Commentary
Video
Author(s):
Funda Meric-Bernstam, MD, discusses results from the phase 2 DESTINY-PanTumor02 trial of fam-trastuzumab deruxtecan-nxki in HER2-expressing solid tumors.
Funda Meric-Bernstam, MD, chair, the Department of Investigational Cancer Therapeutics–the Phase I Program, medical director, the Institute for Personalized Cancer Therapy (IPCT), the Nellie B. Connally Chair in Breast Cancer, the University of Texas MD Anderson Cancer Center, discusses results from the phase 2 DESTINY-PanTumor02 trial (NCT04482309) of fam-trastuzumab deruxtecan-nxki (Enhertu; T-DXd) in patients with HER2-expressing solid tumors.
The open-label, multicenter study evaluated the efficacy of T-DXd in patients with advanced HER2-expressing solid tumors who were ineligible for curative therapy following progression on one or more systemic therapies. Tumor types included endometrial cancer, cervical cancer, ovarian cancer, biliary tract cancer, pancreatic cancer, and bladder cancer. A total of 267 patients received T-DXd at a dose level of 5.4 mg/kg every 3 weeks.

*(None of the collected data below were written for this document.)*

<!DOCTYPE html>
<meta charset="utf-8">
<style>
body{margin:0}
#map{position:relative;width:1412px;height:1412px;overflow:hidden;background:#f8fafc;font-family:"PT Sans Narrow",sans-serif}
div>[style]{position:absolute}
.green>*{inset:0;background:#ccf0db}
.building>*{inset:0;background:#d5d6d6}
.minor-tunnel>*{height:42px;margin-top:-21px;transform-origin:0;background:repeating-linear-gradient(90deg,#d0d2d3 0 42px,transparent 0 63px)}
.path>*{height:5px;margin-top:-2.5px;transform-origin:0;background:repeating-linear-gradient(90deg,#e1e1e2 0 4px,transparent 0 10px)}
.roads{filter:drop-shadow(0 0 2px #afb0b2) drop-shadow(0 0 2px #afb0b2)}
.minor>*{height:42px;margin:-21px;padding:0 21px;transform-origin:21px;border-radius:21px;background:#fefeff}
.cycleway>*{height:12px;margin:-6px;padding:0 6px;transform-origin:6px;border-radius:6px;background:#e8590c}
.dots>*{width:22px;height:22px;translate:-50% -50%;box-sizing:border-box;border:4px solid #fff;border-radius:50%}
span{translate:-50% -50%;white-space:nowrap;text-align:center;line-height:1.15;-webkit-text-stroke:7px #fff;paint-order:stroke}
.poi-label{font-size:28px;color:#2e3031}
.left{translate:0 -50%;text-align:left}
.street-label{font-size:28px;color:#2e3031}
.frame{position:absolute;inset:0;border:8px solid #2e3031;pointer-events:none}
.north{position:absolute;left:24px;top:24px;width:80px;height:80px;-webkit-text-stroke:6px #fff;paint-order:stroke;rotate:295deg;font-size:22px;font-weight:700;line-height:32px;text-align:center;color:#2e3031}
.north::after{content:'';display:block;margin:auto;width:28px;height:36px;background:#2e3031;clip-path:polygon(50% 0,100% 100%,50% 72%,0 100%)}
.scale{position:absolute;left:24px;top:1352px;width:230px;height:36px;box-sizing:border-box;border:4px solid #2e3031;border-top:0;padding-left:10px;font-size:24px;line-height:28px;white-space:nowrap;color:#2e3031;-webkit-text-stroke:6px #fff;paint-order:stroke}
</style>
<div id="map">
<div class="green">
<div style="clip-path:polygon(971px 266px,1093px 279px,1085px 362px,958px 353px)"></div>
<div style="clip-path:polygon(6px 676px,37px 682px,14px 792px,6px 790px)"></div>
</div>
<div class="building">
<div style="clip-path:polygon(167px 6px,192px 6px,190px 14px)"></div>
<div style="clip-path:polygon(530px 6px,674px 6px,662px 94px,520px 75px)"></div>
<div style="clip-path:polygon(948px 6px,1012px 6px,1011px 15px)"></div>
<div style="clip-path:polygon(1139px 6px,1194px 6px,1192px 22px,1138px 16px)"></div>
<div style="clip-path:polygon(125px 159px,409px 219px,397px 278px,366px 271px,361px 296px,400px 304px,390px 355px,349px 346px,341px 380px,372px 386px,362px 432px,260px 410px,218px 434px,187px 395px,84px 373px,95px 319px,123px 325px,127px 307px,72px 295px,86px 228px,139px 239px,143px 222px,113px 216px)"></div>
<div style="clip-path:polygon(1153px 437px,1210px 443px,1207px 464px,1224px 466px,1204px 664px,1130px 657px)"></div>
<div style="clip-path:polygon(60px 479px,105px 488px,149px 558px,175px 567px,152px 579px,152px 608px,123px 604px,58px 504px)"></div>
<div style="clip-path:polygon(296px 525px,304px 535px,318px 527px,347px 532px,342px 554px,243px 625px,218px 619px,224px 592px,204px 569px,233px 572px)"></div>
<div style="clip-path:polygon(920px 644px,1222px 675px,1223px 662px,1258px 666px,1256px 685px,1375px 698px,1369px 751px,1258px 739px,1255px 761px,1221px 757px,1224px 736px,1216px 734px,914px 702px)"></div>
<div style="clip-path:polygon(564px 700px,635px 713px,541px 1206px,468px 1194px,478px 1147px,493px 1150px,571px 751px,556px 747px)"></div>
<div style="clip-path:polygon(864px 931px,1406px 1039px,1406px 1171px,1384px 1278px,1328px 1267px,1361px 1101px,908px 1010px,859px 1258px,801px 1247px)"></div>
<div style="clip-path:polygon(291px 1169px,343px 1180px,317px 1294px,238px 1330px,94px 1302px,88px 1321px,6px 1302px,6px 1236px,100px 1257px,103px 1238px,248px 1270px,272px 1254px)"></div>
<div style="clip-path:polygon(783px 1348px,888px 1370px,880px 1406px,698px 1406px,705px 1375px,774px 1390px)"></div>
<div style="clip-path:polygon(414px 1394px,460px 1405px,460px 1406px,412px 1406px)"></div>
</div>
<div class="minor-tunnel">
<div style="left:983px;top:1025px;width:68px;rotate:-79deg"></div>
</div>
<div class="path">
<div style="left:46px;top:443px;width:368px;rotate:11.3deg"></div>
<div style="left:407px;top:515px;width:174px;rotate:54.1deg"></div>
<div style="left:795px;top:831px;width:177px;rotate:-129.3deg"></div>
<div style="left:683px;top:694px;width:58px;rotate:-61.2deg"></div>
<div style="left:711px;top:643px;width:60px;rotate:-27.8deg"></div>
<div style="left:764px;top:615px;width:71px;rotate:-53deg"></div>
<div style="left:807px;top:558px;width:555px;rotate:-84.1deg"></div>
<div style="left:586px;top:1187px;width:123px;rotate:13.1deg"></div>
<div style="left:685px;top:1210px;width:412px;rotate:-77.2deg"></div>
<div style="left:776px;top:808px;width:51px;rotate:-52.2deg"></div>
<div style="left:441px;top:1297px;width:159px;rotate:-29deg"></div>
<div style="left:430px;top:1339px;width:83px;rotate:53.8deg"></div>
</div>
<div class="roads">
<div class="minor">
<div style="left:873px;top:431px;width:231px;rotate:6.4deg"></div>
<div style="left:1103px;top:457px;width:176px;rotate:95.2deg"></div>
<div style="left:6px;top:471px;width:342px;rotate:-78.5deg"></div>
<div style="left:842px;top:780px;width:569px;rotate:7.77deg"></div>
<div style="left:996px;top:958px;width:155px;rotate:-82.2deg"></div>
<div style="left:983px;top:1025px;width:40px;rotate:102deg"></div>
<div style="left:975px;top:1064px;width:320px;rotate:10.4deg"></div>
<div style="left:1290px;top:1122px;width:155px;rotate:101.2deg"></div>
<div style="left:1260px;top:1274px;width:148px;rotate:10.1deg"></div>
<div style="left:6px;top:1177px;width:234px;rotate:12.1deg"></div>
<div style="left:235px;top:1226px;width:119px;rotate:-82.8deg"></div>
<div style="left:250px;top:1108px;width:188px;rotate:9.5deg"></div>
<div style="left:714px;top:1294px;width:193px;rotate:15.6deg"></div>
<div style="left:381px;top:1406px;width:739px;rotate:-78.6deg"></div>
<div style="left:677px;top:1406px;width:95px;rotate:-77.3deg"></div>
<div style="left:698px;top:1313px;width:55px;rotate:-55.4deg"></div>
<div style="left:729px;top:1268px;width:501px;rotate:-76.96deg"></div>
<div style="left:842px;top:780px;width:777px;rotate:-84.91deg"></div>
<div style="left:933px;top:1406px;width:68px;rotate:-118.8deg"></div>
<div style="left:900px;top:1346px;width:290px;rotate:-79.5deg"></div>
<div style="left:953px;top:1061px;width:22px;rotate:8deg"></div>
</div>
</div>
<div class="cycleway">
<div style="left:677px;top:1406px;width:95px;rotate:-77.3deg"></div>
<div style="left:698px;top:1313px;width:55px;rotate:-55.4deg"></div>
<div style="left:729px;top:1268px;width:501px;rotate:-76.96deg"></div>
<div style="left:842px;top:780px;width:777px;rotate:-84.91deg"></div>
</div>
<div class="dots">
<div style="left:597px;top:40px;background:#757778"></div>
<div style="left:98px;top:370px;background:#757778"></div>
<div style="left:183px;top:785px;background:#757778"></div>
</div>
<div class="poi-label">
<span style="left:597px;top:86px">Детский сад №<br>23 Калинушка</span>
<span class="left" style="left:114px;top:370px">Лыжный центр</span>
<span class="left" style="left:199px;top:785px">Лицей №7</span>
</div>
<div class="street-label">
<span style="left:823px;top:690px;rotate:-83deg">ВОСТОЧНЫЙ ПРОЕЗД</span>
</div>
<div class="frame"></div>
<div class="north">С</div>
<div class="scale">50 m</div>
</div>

In the overall population, T-DXd elicited an overall objective response rate (ORR) of 37.1%, with a median duration of response (DOR) of 11.3 months, Meric-Bernstam reports. The median progression-free survival (PFS) was 6.9 months, and the median overall survival (OS) was 13.4 months. Further efficacy analysis according to immunohistochemistry (IHC) expression level showed that patients with IHC 3+ tumors experienced an ORR of 61.3%, a median duration of response (DOR) of 22.1 months, a median PFS of 11.9 months, and a median OS of 21.1 months, Meric-Bernstam adds. Comparatively, patients with IHC 2+ expression had an ORR of 27.2%, median DOR of 9.8 months, median PFS of 5.4 months, and a median OS of 12.2 months. Notably, clinically meaningful response rates were seen with the agent across all tumor types.
These findings highlight the potential of T-DXd to serve as a tumor-agnostic treatment for HER2-expressing malignancies, and offer a new therapeutic option for patients who have progressed after previous systemic treatments, Meric-Bernstam concludes.